Desmond Winters has had more trouble than a Unitarian minister deserves. Over six years ago, his wife disappeared with their fourteen-year-old daughter, promising to return someday. The daughter came back after six months; the wife never did. The experience scarred Desmond’s son, Marc, who acted out by getting involved with cocaine smugglers and marrying an exotic dancer. Through all his troubles, Des was counseled by Brady Coyne, a sensitive lawyer to Boston’s elite. But now something has happened that even Brady may not be able to fix: Marc’s wife is dead, and the minister’s son is the prime suspect.

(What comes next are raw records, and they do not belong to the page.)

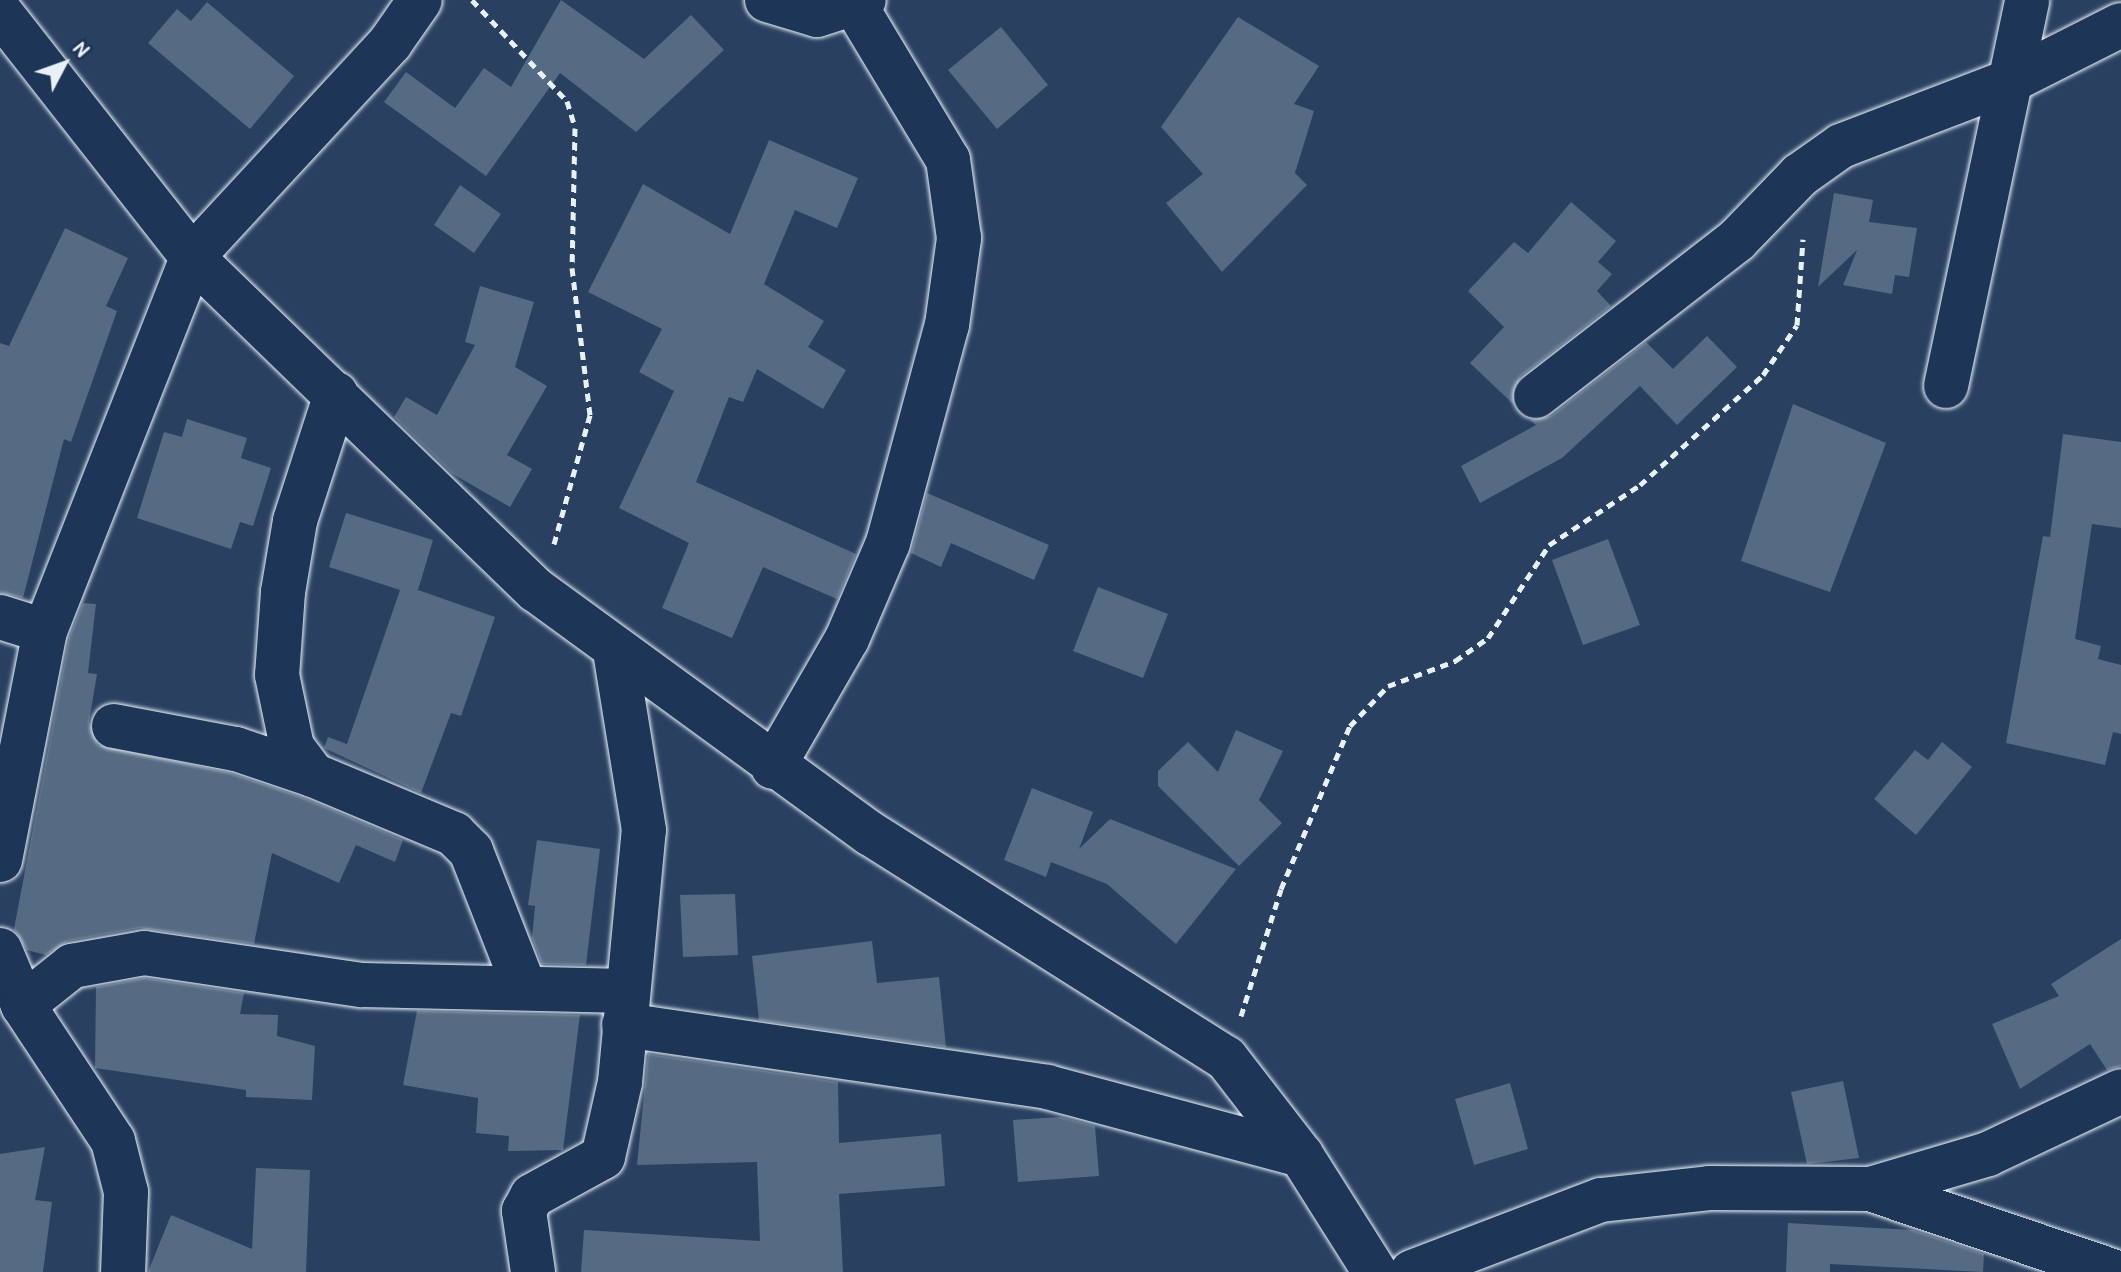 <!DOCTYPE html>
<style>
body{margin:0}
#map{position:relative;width:2121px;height:1272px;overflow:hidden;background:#294061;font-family:"Patrick Hand",sans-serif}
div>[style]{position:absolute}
.building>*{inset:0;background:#556a83}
.path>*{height:5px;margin-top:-2.5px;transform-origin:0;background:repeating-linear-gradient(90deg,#e8f1f8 0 8px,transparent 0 14px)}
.roads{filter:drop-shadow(0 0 2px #e8f1f8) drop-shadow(0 0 2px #e8f1f8)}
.street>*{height:44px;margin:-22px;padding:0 22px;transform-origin:22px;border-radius:22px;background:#1d3557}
span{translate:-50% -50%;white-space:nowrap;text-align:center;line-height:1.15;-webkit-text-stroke:6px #1d3557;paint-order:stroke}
.north{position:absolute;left:24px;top:24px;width:80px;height:80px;-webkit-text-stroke:6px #1d3557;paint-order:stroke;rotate:49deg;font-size:22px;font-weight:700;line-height:32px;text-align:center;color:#e8f1f8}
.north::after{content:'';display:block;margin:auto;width:28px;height:36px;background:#e8f1f8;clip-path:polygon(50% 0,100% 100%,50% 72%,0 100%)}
</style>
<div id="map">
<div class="building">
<i style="clip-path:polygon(561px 0,644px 59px,691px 15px,724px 50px,636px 132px,560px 73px,486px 176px,384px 102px,406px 72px,455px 108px,484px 68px,511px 87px)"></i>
<i style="clip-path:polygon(207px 2px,294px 76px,250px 129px,148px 43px,177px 9px,191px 21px)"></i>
<i style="clip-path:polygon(1238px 17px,1319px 66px,1294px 104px,1314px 111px,1295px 173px,1307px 185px,1222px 272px,1166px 203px,1203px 174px,1161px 127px)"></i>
<i style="clip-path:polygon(1001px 27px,1048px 85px,997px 129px,948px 70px)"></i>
<i style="clip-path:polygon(769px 140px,858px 178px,837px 228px,795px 210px,764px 284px,824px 321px,808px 347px,846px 370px,823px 409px,757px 369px,743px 402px,729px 397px,696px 482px,856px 554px,837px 599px,763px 567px,732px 638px,662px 608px,689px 543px,619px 508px,674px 391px,639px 372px,662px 329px,588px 292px,643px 184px,730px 234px)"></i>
<i style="clip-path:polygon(460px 185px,501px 214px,474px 253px,434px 225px)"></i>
<i style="clip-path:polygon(1834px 193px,1873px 200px,1869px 222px,1917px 228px,1909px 277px,1895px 275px,1892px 294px,1843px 285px,1857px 250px,1818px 287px)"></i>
<i style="clip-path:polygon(1571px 202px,1616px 241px,1598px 262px,1612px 274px,1597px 291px,1611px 306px,1520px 377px,1513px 404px,1470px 363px,1504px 327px,1468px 291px,1514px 242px,1528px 253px)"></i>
<i style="clip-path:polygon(65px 228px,128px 258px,106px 306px,117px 311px,71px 442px,64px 439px,23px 598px,0 593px,0 343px,9px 346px)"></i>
<i style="clip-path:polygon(480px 286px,534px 302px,515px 367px,547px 386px,507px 455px,532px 469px,510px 507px,453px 474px,394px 417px,406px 397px,437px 415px,475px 345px,465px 342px)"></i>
<i style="clip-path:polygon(1707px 336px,1737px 367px,1677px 425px,1640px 386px,1562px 458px,1480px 503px,1461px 466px,1536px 425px,1530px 420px,1551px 416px,1646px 342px,1673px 369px)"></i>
<i style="clip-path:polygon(1793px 404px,1886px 443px,1830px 592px,1741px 561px)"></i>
<i style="clip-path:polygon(187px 419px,247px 438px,241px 458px,271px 468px,253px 526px,240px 522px,231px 549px,137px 518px,164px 432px,182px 437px)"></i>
<i style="clip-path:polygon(2063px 434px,2121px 442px,2121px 528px,2092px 524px,2075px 639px,2101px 646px,2098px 659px,2121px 665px,2121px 734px,2113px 732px,2105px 765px,2006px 743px,2043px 536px,2050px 537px)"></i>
<i style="clip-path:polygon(927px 493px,1049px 545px,1034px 580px,951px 543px,941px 567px,911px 553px)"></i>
<i style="clip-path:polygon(346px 513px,433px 540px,418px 590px,495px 617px,461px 716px,451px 713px,421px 793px,324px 748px,328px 737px,347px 744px,400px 590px,329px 567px)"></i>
<i style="clip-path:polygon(1608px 539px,1640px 625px,1583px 645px,1552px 560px)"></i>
<i style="clip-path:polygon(1098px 587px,1168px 614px,1143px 678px,1073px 651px)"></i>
<i style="clip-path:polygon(83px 603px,96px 604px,88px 673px,97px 674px,89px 722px,98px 745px,230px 773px,304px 798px,403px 840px,395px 862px,356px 845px,339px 883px,272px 853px,254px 944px,140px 928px,68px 941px,46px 955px,27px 950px,14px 929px,69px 638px)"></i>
<i style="clip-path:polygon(1236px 730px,1283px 751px,1259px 800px,1282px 823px,1239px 866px,1158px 786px,1158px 771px,1188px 742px,1218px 772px)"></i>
<i style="clip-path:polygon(1942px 742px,1972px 767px,1916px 835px,1874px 799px,1915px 750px,1928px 760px)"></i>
<i style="clip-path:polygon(1032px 788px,1093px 812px,1079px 849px,1110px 819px,1236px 869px,1176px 944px,1107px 884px,1051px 862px,1046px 877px,1004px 860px)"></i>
<i style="clip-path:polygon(537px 840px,600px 849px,586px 965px,542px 964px,532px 938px,535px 906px,528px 905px)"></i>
<i style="clip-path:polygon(735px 894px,738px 955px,683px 957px,680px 895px)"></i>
<i style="clip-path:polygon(2121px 939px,2121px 1066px,2107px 1070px,2090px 1044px,2020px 1089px,1992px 1024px,2059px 996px,2051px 984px)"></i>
<i style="clip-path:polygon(872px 941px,877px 983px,939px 977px,946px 1047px,759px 1020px,752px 956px)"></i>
<i style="clip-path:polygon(144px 978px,244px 993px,240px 1014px,278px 1015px,277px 1036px,315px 1046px,312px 1100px,246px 1097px,246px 1090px,95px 1068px,96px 987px)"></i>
<i style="clip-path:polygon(417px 1011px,580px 1015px,563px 1150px,508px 1151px,509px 1136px,476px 1133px,478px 1098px,403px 1085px)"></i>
<i style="clip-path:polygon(648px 1054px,838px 1082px,839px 1143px,941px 1134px,945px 1186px,839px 1194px,843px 1272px,581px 1272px,584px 1230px,760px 1241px,757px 1162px,637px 1165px)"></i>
<i style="clip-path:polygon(1843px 1081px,1859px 1158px,1807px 1164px,1791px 1092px)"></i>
<i style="clip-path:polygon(1510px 1083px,1528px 1149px,1474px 1165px,1455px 1099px)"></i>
<i style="clip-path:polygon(1061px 1117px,1095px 1126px,1099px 1176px,1018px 1182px,1013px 1120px)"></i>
<i style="clip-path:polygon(45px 1147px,35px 1200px,52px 1202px,43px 1272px,0 1272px,0 1154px)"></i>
<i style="clip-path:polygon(256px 1168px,310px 1170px,306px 1272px,148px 1272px,171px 1215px,252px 1249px)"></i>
<i style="clip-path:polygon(1788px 1223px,1913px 1230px,1984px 1254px,1983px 1272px,1830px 1264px,1830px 1272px,1786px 1272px)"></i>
</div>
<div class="path">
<i style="left:472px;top:0;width:139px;rotate:46.8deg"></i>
<i style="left:567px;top:101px;width:28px;rotate:73deg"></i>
<i style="left:575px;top:128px;width:140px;rotate:91.2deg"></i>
<i style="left:572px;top:268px;width:148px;rotate:83deg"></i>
<i style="left:590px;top:415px;width:134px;rotate:105.6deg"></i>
<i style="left:1241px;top:1016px;width:133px;rotate:-72.5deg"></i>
<i style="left:1281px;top:889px;width:177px;rotate:-67.1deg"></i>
<i style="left:1350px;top:726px;width:55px;rotate:-46.5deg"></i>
<i style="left:1388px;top:686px;width:72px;rotate:-20.5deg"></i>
<i style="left:1455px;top:661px;width:40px;rotate:-34.9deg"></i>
<i style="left:1488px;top:638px;width:111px;rotate:-56.7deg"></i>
<i style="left:1549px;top:545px;width:109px;rotate:-33.4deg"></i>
<i style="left:1640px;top:485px;width:165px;rotate:-41.8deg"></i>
<i style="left:1763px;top:375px;width:60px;rotate:-55.8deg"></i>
<i style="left:1797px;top:325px;width:86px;rotate:-86deg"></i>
</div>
<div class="roads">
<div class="street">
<i style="left:767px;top:0;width:52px;rotate:16.7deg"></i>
<i style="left:817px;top:15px;width:49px;rotate:-17.7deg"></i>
<i style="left:0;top:12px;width:311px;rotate:51.9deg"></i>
<i style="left:192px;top:257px;width:479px;rotate:44.1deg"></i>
<i style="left:536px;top:590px;width:414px;rotate:36.1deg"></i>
<i style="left:871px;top:834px;width:420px;rotate:32.3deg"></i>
<i style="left:1226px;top:1058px;width:123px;rotate:52.3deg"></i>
<i style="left:1301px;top:1155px;width:138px;rotate:57.7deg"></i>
<i style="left:1946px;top:386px;width:394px;rotate:-78.1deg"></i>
<i style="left:336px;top:394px;width:133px;rotate:107.9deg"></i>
<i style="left:295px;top:521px;width:72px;rotate:99.6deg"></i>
<i style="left:283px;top:592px;width:83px;rotate:94.1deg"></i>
<i style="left:277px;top:675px;width:74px;rotate:78.2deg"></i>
<i style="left:292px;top:747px;width:35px;rotate:53deg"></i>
<i style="left:313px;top:775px;width:153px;rotate:22.7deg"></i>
<i style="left:454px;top:834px;width:24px;rotate:45deg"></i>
<i style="left:471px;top:851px;width:145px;rotate:68.6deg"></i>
<i style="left:1536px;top:396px;width:254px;rotate:-37.8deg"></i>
<i style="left:1737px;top:240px;width:91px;rotate:-45.9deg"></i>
<i style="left:1800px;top:175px;width:50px;rotate:-35.3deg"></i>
<i style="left:1841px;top:146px;width:181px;rotate:-21deg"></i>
<i style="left:2010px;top:81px;width:124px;rotate:-26.8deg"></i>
<i style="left:0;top:617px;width:47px;rotate:17.3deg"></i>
<i style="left:114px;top:726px;width:124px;rotate:10.7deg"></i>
<i style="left:236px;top:749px;width:81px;rotate:18.7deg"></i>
<i style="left:773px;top:767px;width:148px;rotate:-60deg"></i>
<i style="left:847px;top:639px;width:104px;rotate:-66.9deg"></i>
<i style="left:888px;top:543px;width:226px;rotate:-74.9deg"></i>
<i style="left:947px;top:325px;width:88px;rotate:-82.1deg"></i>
<i style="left:959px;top:238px;width:79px;rotate:-98deg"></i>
<i style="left:948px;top:160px;width:179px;rotate:-121deg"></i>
<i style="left:0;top:860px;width:233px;rotate:-78.9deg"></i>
<i style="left:45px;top:631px;width:402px;rotate:-68.5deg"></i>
<i style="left:192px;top:257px;width:292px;rotate:-47.2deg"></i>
<i style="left:390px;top:43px;width:52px;rotate:-55.1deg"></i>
<i style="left:0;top:950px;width:60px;rotate:67.3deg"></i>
<i style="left:23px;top:1005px;width:163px;rotate:56.5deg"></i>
<i style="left:113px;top:1141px;width:53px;rotate:75.7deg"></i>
<i style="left:126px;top:1192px;width:80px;rotate:92.1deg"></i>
<i style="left:23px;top:1005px;width:63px;rotate:-38.5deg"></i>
<i style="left:72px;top:966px;width:73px;rotate:-10.2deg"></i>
<i style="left:144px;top:953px;width:220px;rotate:8.4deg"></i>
<i style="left:362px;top:985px;width:266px;rotate:1.3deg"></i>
<i style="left:624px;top:1025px;width:428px;rotate:8.3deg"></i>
<i style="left:1047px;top:1087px;width:263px;rotate:15deg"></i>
<i style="left:1870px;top:1189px;width:259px;rotate:18.7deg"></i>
<i style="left:533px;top:1272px;width:62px;rotate:-98.4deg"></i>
<i style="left:524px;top:1211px;width:17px;rotate:-62deg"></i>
<i style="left:532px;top:1196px;width:81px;rotate:-28.8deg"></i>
<i style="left:603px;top:1157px;width:77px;rotate:-77.2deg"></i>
<i style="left:620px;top:1082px;width:253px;rotate:-84.6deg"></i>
<i style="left:644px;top:830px;width:182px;rotate:-99.2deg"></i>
<i style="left:1412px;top:1272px;width:202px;rotate:-20.9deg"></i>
<i style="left:1601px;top:1200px;width:109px;rotate:-6.3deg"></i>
<i style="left:1709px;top:1188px;width:161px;rotate:0.4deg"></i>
<i style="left:1870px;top:1189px;width:123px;rotate:-16.5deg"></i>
<i style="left:1988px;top:1154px;width:147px;rotate:-25.3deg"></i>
</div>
</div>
<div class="north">N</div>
</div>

Marc finds Maggie dead in their boat, and calls the police immediately. Brady doesn’t believe Marc murdered his wife, but he also knows that in this family, anything is possible. It could be drugs, it could be the missing mother—but a beautiful young girl is dead, and Brady Coyne needs to know why.
PUBLISHERS WEEKLY
The eighth superior mystery featuring Boston lawyer-sleuth Brady Coyne ( The Dutch Blue Error et al.) begins as a pleasant medium-boiled yarn but ends as a shocking tale of secret horror. Coyne is called in the middle of the night by his long-time client Desmond Winter, a retired Unitarian minister in Newburyport. Maggie, ex-stripper and wife of Des's semi-ne'er-do-well son Marc, has been found on Des's fishing boat, beaten to death. Although Marc isn't arrested, he's clearly the prime suspect, especially since he and Maggie had an ``open'' marriage. Next a lawyer from North Carolina is murdered in a local motel; then another murder strikes Marc closer to home. Behind everything lies the 17-year-old disappearance of Des's wife Connie and its devastating effect on Marc and his sister Kat. A further complication is the affair that seems to be brewing between Coyne and Kat. The plot takes some gothic turns--bastardy, incest, an earlier violent death--but Tapply never neglects his nicely defined characterizations or loses his cool control over narrative tension in this very satisfying caper. Mystery GMystery Guild main selection; Literary Guild and Doubleday Book Club alternates.